- _WHAT NEEDS TO BE DONE_
Look through the lines below and extract any with the word "shadow".

- _EXTRACTED ENTRIES_
/---

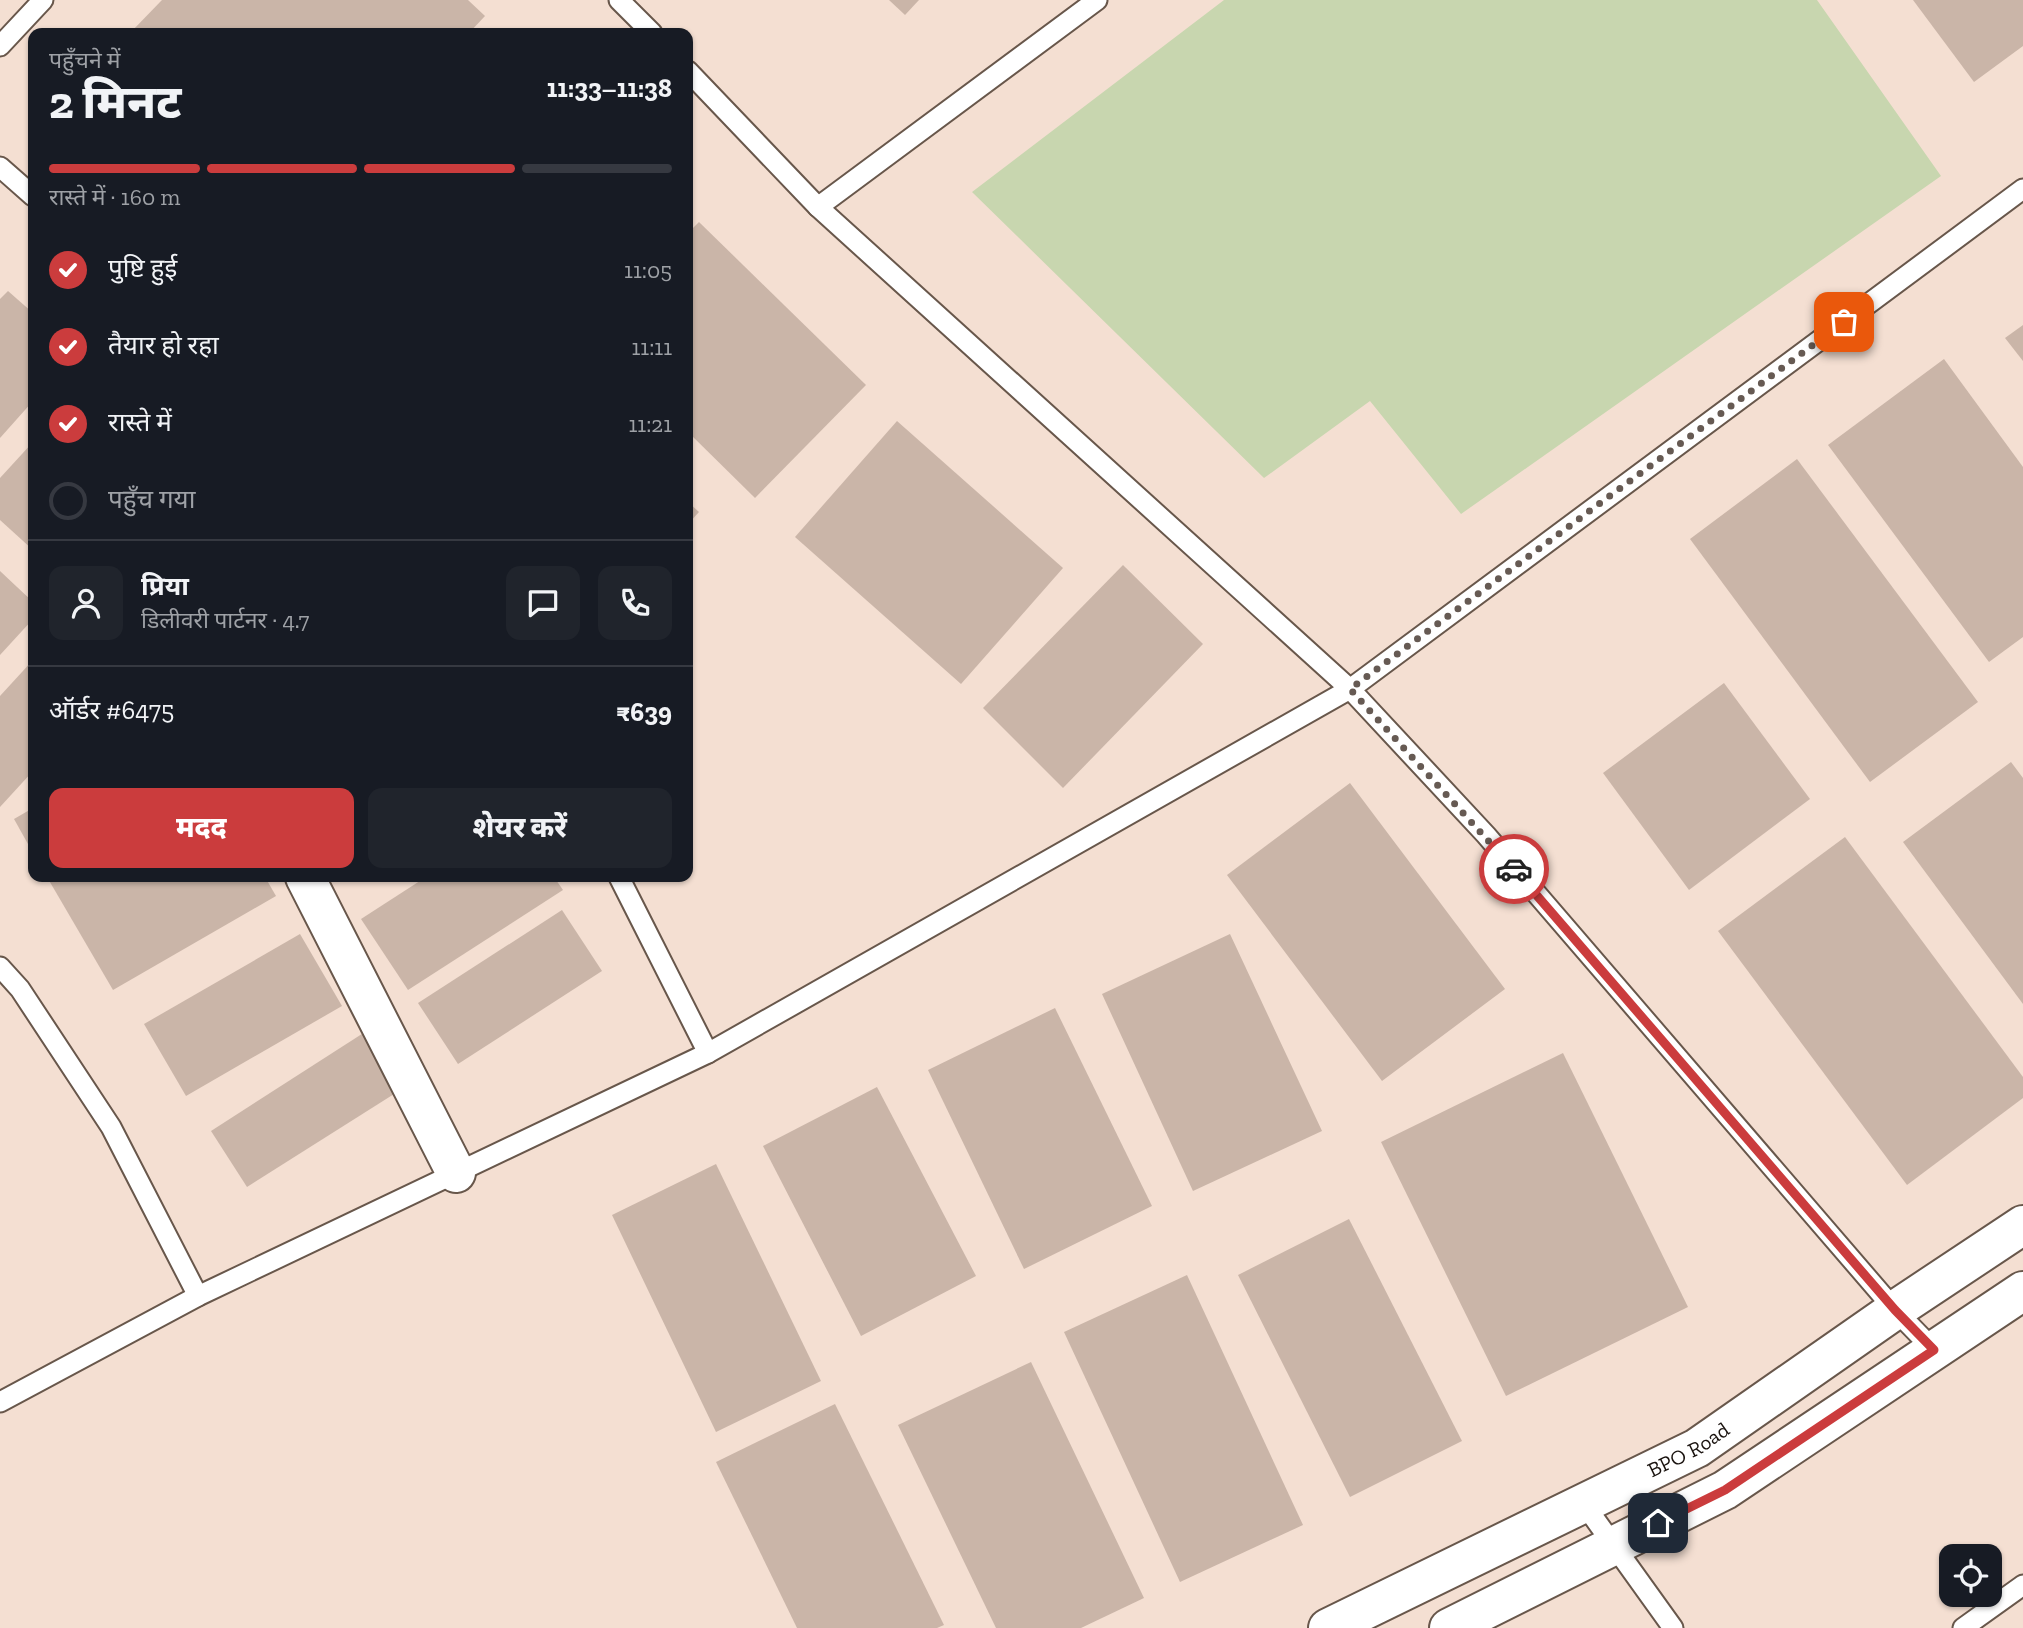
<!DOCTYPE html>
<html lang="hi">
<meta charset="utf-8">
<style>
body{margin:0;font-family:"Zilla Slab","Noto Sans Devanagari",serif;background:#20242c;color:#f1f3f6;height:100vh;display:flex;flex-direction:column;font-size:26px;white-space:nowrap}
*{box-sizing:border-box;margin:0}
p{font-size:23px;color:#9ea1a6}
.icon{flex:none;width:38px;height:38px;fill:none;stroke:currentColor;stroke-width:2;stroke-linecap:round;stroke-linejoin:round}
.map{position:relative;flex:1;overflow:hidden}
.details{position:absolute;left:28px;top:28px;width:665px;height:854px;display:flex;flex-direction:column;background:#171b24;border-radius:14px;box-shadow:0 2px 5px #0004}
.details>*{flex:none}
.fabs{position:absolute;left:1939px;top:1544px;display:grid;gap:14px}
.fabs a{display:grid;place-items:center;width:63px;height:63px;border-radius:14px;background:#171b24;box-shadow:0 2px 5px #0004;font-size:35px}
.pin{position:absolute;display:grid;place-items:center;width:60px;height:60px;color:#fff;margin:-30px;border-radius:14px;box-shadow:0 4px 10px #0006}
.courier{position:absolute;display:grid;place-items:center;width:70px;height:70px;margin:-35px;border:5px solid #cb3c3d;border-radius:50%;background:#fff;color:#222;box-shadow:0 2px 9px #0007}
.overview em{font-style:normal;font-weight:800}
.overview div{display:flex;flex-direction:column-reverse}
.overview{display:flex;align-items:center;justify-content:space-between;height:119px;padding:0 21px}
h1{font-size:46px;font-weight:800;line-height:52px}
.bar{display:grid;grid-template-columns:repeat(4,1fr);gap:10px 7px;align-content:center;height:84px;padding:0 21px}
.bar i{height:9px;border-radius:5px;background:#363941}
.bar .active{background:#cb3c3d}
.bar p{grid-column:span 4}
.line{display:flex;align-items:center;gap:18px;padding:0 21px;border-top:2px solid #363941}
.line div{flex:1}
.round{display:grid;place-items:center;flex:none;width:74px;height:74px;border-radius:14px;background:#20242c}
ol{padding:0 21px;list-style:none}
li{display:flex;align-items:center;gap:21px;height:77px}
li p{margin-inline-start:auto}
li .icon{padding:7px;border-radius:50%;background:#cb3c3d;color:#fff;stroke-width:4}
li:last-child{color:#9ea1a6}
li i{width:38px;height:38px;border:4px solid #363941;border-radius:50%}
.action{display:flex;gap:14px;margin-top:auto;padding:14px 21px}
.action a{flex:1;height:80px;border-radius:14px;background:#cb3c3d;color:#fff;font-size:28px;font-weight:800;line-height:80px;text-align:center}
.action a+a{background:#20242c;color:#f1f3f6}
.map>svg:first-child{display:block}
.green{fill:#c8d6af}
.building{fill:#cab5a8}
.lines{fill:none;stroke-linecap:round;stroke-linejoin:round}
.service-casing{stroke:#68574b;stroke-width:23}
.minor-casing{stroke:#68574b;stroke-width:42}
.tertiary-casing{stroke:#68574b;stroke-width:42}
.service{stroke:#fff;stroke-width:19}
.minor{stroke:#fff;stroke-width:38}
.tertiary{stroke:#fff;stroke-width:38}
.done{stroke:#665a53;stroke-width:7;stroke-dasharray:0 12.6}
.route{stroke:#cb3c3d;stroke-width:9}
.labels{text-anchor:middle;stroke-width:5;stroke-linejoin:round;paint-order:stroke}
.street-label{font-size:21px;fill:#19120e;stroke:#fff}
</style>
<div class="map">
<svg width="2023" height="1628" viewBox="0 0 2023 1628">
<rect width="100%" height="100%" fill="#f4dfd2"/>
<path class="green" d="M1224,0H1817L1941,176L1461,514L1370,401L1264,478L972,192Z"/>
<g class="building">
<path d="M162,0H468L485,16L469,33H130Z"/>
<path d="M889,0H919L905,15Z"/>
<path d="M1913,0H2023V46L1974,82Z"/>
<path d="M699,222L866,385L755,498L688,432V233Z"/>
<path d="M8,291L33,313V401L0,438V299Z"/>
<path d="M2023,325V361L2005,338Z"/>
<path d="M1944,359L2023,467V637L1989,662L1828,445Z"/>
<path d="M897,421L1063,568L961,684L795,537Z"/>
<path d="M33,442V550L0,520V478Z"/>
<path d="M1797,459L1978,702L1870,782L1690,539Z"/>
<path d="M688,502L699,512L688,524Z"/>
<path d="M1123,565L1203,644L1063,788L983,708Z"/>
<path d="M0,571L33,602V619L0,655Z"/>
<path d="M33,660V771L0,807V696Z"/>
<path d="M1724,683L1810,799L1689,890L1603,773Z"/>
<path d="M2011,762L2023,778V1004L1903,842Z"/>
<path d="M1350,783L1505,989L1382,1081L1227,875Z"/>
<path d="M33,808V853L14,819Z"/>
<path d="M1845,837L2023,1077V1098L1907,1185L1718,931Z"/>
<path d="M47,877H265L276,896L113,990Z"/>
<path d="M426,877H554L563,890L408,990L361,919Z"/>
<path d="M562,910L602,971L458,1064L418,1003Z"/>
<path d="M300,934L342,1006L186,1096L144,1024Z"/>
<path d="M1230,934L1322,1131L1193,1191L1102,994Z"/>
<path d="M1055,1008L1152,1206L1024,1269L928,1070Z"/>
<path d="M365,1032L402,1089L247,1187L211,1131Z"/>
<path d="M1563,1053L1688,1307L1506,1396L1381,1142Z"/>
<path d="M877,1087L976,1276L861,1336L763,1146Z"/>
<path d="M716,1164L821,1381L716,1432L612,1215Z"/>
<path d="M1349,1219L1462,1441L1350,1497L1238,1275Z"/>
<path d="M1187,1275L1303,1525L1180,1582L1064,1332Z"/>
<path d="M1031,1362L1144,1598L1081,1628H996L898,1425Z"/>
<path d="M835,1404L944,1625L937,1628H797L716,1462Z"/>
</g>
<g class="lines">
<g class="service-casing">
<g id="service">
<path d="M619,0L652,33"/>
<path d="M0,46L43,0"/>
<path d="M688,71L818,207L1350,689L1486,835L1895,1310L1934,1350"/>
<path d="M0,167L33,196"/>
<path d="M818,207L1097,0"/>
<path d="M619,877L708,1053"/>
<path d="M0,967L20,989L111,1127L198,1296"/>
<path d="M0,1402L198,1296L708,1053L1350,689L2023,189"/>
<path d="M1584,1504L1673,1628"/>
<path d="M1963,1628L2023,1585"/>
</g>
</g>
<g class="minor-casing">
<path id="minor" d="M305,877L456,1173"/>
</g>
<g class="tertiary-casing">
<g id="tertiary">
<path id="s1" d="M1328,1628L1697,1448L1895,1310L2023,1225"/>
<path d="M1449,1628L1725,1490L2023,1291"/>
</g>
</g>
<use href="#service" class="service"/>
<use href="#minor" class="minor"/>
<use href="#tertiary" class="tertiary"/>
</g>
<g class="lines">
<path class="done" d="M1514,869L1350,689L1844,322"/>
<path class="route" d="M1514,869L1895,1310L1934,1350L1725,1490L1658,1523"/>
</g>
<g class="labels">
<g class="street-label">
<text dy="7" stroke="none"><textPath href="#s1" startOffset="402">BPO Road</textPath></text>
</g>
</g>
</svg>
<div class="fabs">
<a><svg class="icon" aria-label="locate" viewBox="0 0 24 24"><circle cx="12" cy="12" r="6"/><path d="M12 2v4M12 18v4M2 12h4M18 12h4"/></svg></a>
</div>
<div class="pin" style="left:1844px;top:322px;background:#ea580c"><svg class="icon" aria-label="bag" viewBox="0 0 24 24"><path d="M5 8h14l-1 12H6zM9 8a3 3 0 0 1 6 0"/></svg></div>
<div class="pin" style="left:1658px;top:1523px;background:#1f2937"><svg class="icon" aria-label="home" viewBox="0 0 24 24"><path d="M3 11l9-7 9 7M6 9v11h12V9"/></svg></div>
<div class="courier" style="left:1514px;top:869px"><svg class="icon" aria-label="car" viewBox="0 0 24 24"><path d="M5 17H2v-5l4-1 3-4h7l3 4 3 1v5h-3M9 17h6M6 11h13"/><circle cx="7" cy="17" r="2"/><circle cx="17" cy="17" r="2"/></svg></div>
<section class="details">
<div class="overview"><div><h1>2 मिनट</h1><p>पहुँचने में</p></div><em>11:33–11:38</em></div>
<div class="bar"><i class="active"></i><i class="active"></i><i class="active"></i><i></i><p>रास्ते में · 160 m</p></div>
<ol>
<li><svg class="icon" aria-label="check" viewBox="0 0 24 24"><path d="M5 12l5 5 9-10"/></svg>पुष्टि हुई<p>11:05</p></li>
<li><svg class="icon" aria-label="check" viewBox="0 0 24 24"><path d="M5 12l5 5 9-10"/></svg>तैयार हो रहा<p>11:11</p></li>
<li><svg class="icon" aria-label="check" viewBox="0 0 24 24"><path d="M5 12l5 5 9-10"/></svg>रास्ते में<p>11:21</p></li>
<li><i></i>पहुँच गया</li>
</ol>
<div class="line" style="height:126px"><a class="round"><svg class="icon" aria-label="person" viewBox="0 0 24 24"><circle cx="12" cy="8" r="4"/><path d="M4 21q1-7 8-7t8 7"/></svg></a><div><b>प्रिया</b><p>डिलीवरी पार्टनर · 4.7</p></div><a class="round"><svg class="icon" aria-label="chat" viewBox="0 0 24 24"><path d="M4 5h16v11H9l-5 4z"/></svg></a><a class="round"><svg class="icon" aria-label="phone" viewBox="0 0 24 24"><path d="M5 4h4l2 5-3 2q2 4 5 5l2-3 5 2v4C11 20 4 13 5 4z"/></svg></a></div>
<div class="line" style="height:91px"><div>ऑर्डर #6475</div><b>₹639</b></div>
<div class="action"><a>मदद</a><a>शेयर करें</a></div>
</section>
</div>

\---

- _TASK RESULT_
.details{position:absolute;left:28px;top:28px;width:665px;height:854px;display:flex;flex-direction:column;background:#171b24;border-radius:14px;box-shadow:0 2px 5px #0004}
.fabs a{display:grid;place-items:center;width:63px;height:63px;border-radius:14px;background:#171b24;box-shadow:0 2px 5px #0004;font-size:35px}
.pin{position:absolute;display:grid;place-items:center;width:60px;height:60px;color:#fff;margin:-30px;border-radius:14px;box-shadow:0 4px 10px #0006}
.courier{position:absolute;display:grid;place-items:center;width:70px;height:70px;margin:-35px;border:5px solid #cb3c3d;border-radius:50%;background:#fff;color:#222;box-shadow:0 2px 9px #0007}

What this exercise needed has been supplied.